RECORD SET Block Start

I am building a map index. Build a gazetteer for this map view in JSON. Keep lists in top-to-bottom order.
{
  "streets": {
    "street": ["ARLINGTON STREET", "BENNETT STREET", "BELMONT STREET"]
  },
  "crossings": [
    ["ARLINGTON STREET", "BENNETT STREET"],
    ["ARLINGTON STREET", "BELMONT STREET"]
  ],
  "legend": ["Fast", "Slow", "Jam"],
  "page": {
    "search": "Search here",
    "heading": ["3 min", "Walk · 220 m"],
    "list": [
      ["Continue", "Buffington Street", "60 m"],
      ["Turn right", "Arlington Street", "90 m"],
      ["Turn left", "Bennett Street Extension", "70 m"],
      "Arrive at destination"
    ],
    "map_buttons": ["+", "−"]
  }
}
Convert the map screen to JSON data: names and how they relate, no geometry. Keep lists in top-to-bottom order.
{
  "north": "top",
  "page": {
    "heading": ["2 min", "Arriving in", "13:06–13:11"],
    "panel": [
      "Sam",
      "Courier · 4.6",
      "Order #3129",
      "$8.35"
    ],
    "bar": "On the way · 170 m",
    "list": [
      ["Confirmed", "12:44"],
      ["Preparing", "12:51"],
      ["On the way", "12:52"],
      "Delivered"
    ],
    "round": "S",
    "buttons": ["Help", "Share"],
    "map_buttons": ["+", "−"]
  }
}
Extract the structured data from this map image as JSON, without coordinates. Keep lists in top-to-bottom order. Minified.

RECORD SET Block End

§ **EXERCISE GOAL**
Line by line, transcribe the data exactly.

§ **WRITTEN SOLUTION**
I am building a map index. Build a gazetteer for this map view in JSON. Keep lists in top-to-bottom order.
{
  "streets": {
    "street": ["ARLINGTON STREET", "BENNETT STREET", "BELMONT STREET"]
  },
  "crossings": [
    ["ARLINGTON STREET", "BENNETT STREET"],
    ["ARLINGTON STREET", "BELMONT STREET"]
  ],
  "legend": ["Fast", "Slow", "Jam"],
  "page": {
    "search": "Search here",
    "heading": ["3 min", "Walk · 220 m"],
    "list": [
      ["Continue", "Buffington Street", "60 m"],
      ["Turn right", "Arlington Street", "90 m"],
      ["Turn left", "Bennett Street Extension", "70 m"],
      "Arrive at destination"
    ],
    "map_buttons": ["+", "−"]
  }
}
Convert the map screen to JSON data: names and how they relate, no geometry. Keep lists in top-to-bottom order.
{
  "north": "top",
  "page": {
    "heading": ["2 min", "Arriving in", "13:06–13:11"],
    "panel": [
      "Sam",
      "Courier · 4.6",
      "Order #3129",
      "$8.35"
    ],
    "bar": "On the way · 170 m",
    "list": [
      ["Confirmed", "12:44"],
      ["Preparing", "12:51"],
      ["On the way", "12:52"],
      "Delivered"
    ],
    "round": "S",
    "buttons": ["Help", "Share"],
    "map_buttons": ["+", "−"]
  }
}
Extract the structured data from this map image as JSON, without coordinates. Keep lists in top-to-bottom order. Minified.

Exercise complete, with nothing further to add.